The US stock market fell sharply on Thursday
The collapse of technology companies pushed the US stock index Nasdaq lower by 3.5 percent on Thursday. It was the biggest loss of the technology index since October last year.
The continued growth of US government bond yields has drained funds from the stock market and led investors to question whether the massive growth in the value of large technology companies in recent months has been exaggerated.

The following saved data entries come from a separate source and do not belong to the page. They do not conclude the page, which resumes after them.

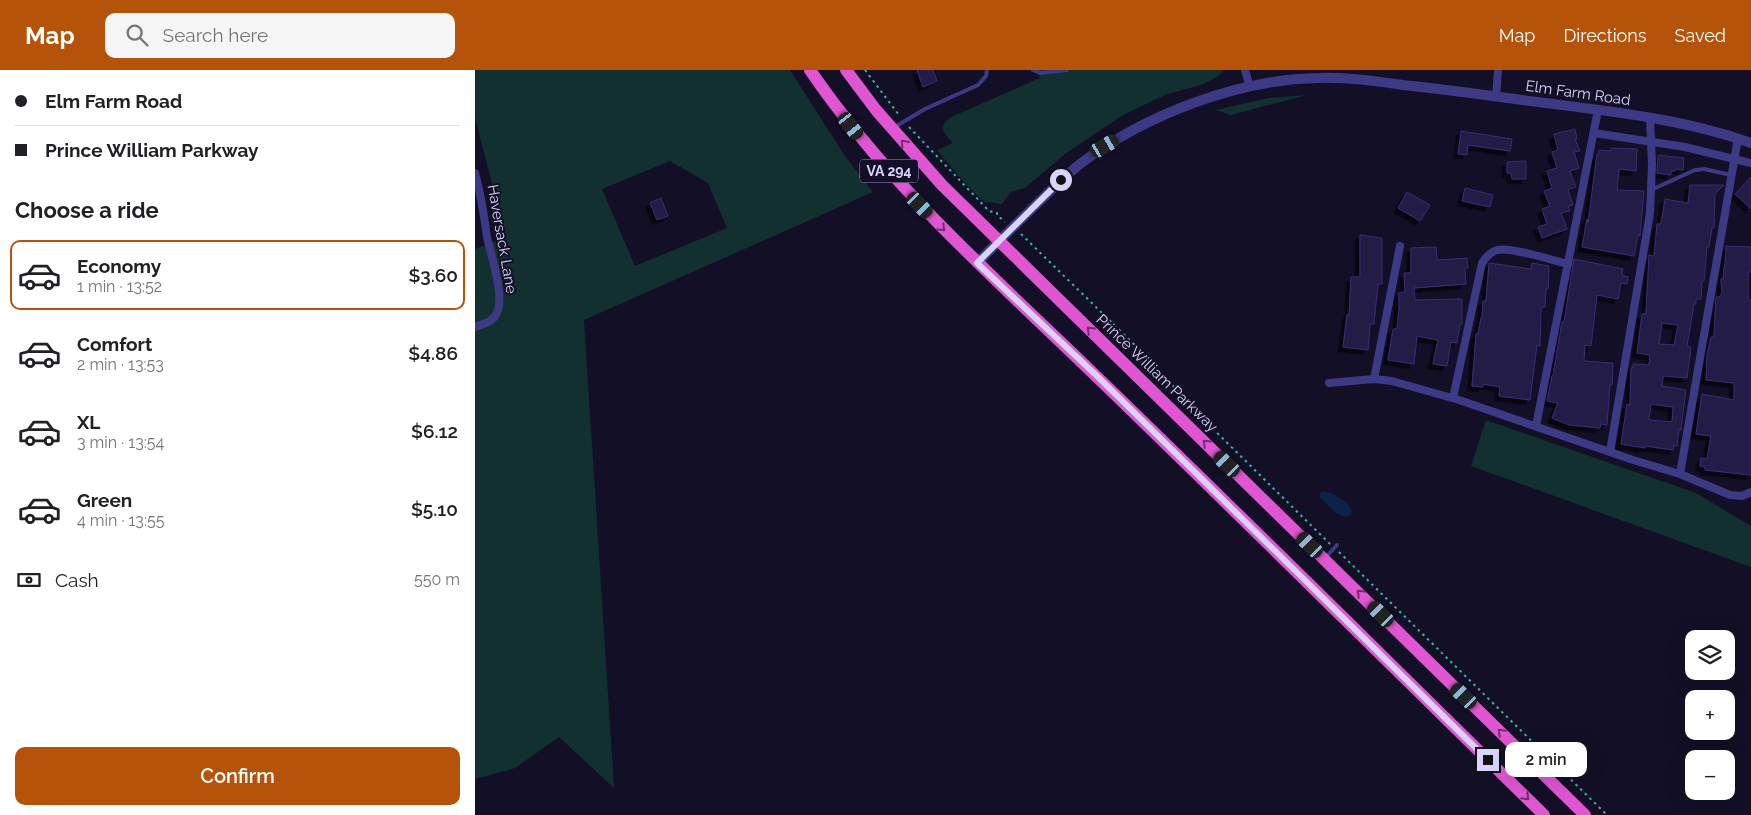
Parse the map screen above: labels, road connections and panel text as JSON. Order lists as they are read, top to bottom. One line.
{"streets":{"highway":["VA 294","Prince William Parkway"],"street":["Elm Farm Road","Haversack Lane"]},"crossings":[["Elm Farm Road","VA 294"],["Elm Farm Road","Prince William Parkway"]],"page":{"header":"Map","search":"Search here","nav":["Map","Directions","Saved"],"banner":["Elm Farm Road","Prince William Parkway"],"heading":"Choose a ride","list":[{"name":"Economy","note":"1 min · 13:52","value":"$3.60"},{"name":"Comfort","note":"2 min · 13:53","value":"$4.86"},{"name":"XL","note":"3 min · 13:54","value":"$6.12"},{"name":"Green","note":"4 min · 13:55","value":"$5.10"}],"pay":["Cash","550 m"],"map_buttons":["+","−"],"buttons":"Confirm","bubble":"2 min"}}
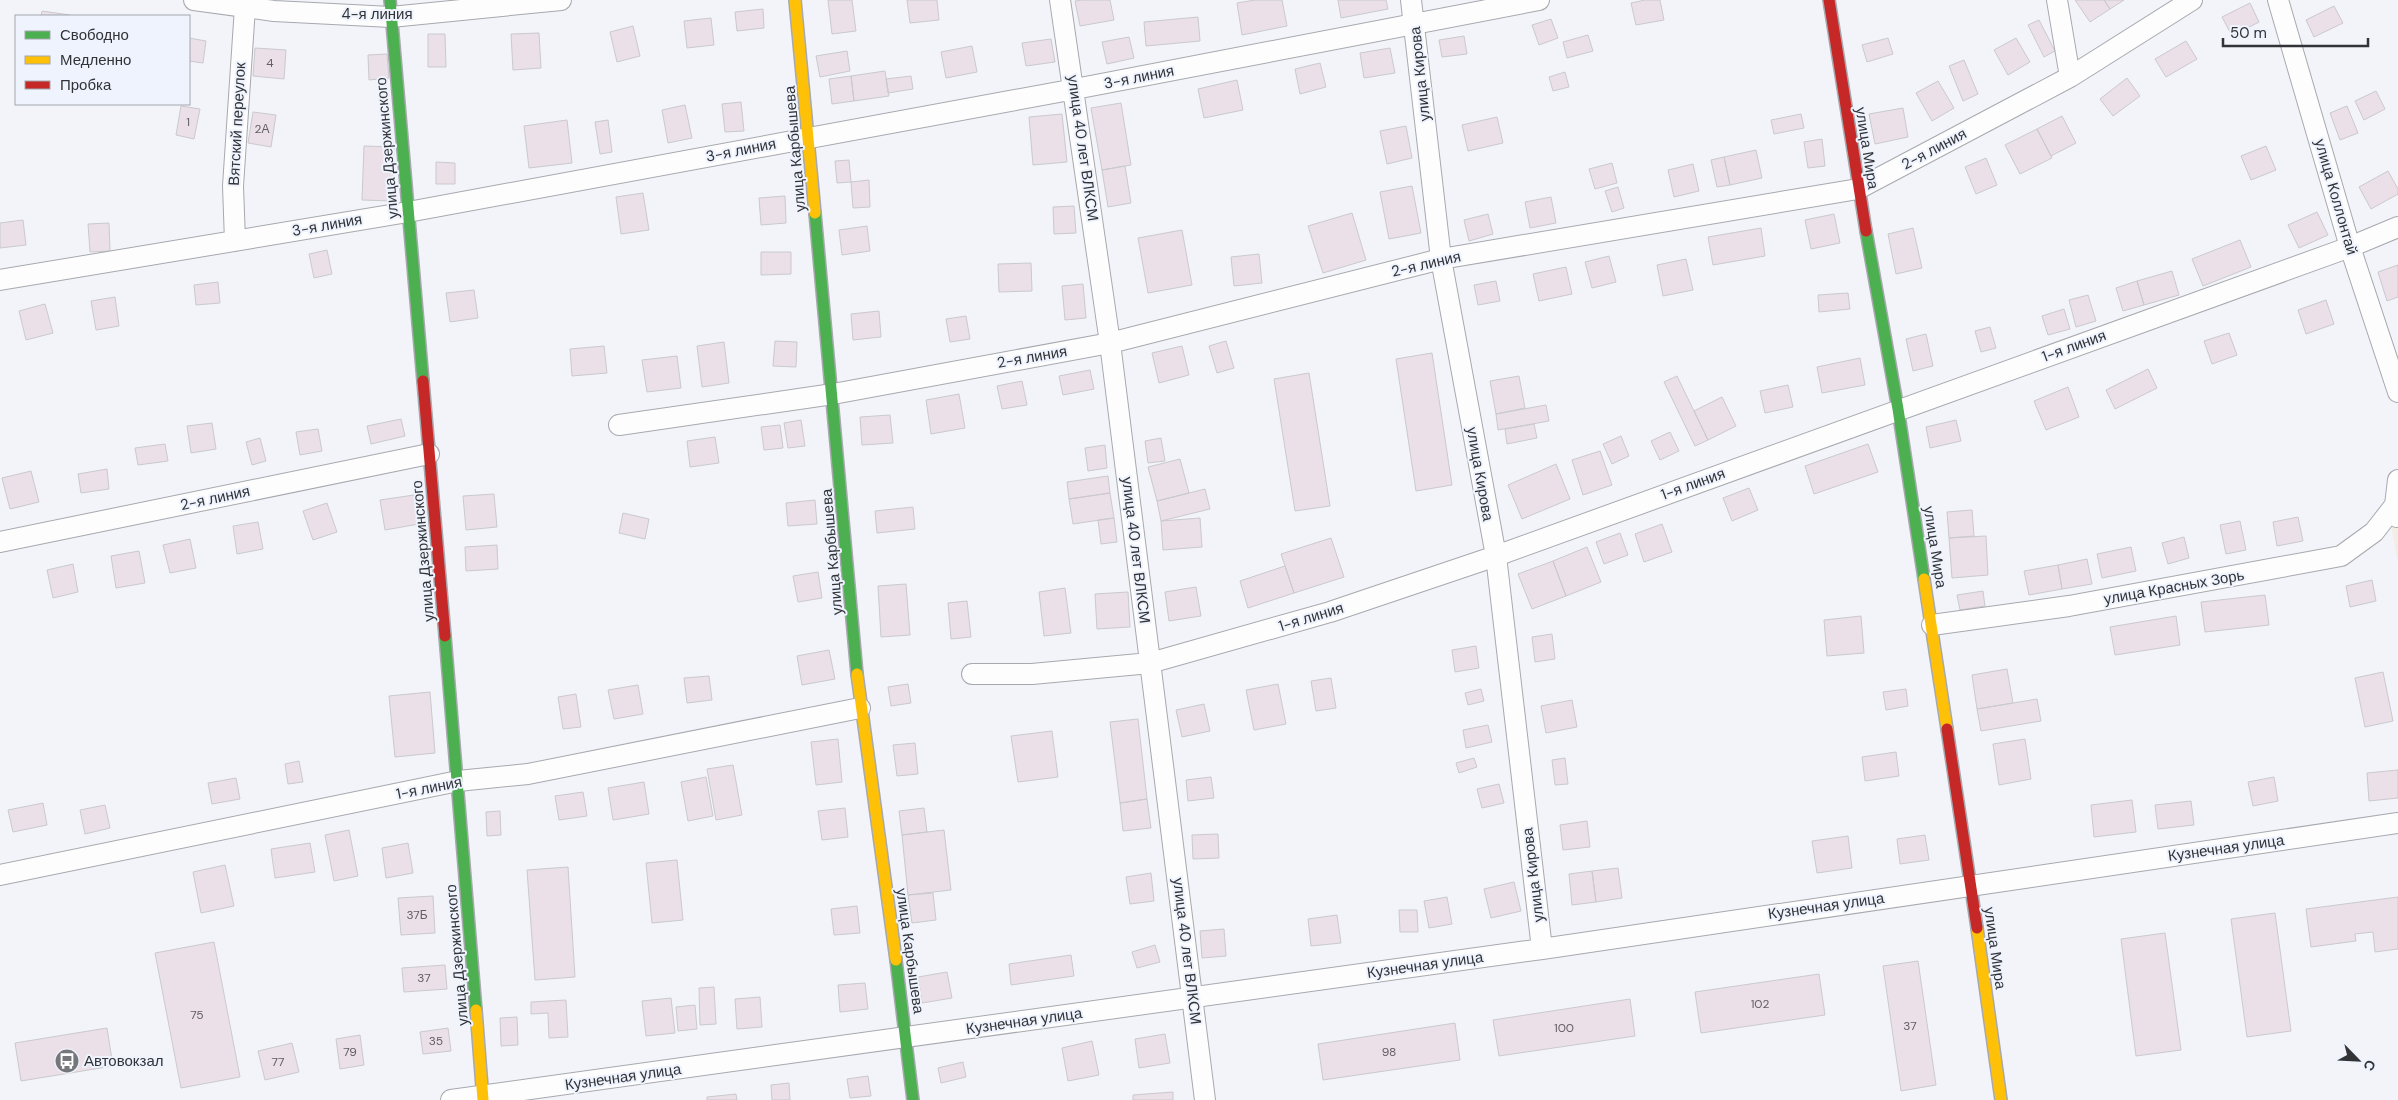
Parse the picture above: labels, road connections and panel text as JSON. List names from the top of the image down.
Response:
{
  "streets": {
    "street": [
      "4-я линия",
      "улица Кирова",
      "3-я линия",
      "Вятский переулок",
      "улица Дзержинского",
      "улица 40 лет ВЛКСМ",
      "улица Мира",
      "улица Карбышева",
      "2-я линия",
      "улица Коллонтай",
      "1-я линия",
      "улица Красных Зорь",
      "Кузнечная улица"
    ]
  },
  "crossings": [
    ["4-я линия", "Вятский переулок"],
    ["4-я линия", "улица Дзержинского"],
    ["улица Кирова", "3-я линия"],
    ["улица Кирова", "2-я линия"],
    ["улица Кирова", "1-я линия"],
    ["улица Кирова", "Кузнечная улица"],
    ["3-я линия", "Вятский переулок"],
    ["3-я линия", "улица Дзержинского"],
    ["3-я линия", "улица 40 лет ВЛКСМ"],
    ["3-я линия", "улица Карбышева"],
    ["улица Дзержинского", "2-я линия"],
    ["улица Дзержинского", "1-я линия"],
    ["улица Дзержинского", "Кузнечная улица"],
    ["улица 40 лет ВЛКСМ", "2-я линия"],
    ["улица 40 лет ВЛКСМ", "1-я линия"],
    ["улица 40 лет ВЛКСМ", "Кузнечная улица"],
    ["улица Мира", "2-я линия"],
    ["улица Мира", "1-я линия"],
    ["улица Мира", "улица Красных Зорь"],
    ["улица Мира", "Кузнечная улица"],
    ["улица Карбышева", "2-я линия"],
    ["улица Карбышева", "1-я линия"],
    ["улица Карбышева", "Кузнечная улица"],
    ["улица Коллонтай", "1-я линия"]
  ],
  "places": {
    "bus stop": ["Автовокзал"]
  },
  "house_numbers": [
    "4",
    "1",
    "2А",
    "37Б",
    "37",
    "102",
    "75",
    "37",
    "100",
    "35",
    "79",
    "98",
    "77"
  ],
  "legend": ["Свободно", "Медленно", "Пробка"],
  "scale_bar": "50 m",
  "north": "bottom right"
}
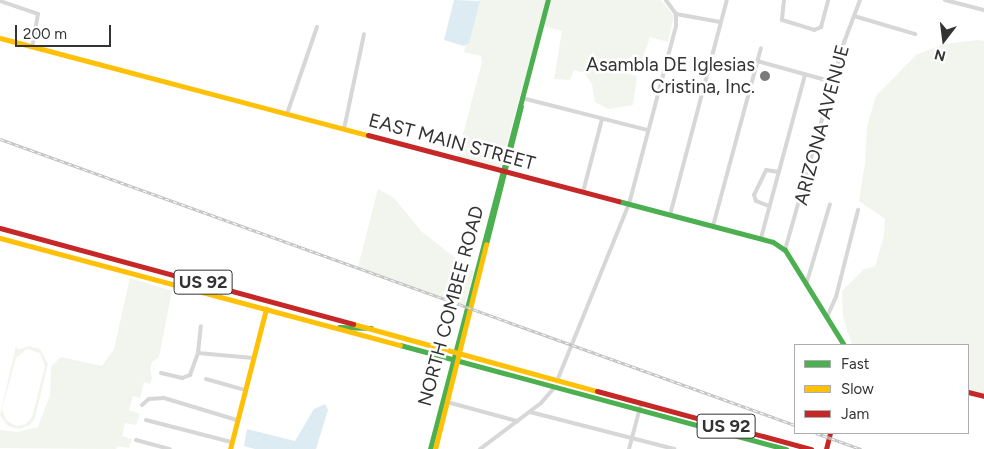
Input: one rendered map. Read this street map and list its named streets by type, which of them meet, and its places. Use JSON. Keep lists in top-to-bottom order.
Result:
{
  "streets": {
    "main road": ["EAST MAIN STREET", "US 92", "NORTH COMBEE ROAD"],
    "street": ["ARIZONA AVENUE"]
  },
  "crossings": [
    ["ARIZONA AVENUE", "EAST MAIN STREET"],
    ["EAST MAIN STREET", "NORTH COMBEE ROAD"],
    ["US 92", "NORTH COMBEE ROAD"]
  ],
  "places": ["Asambla DE Iglesias Cristina, Inc."],
  "legend": ["Fast", "Slow", "Jam"],
  "scale_bar": "200 m",
  "north": "bottom"
}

Bond yields are rising as investors expect Washington to approve more stimuli, economic growth will pick up and inflation is likely to rise.
Thursday's sell-off in the US stock market accelerated after ten-year government bond yields rose above 1.5 percent, the highest level in more than a year.
The S&P 500 index fell 2.4 percent to 3,829.34 points. The Dow Jones industrial index weakened by 1.8 percent to 31,402.01 points. The technology
Nasdaq lost 3.5 percent and closed at 13,119.43 points.
The development of share prices of smaller companies was worse than the situation in the rest of the market. The Russell 2000 Small Business Index lost 3.7 percent to 2,200.17 points.
Asian stock markets also headed down on Friday. They reacted to the sale on Wall Street, where the growth of bond yields caused the sale of shares. Japan's Nikkei 225 fell 4 percent to 28,966.01 points.
The Hong Kong Hang Seng index weakened by 3.5 percent and the Chinese
Shanghai Composite index lost 2.1 percent.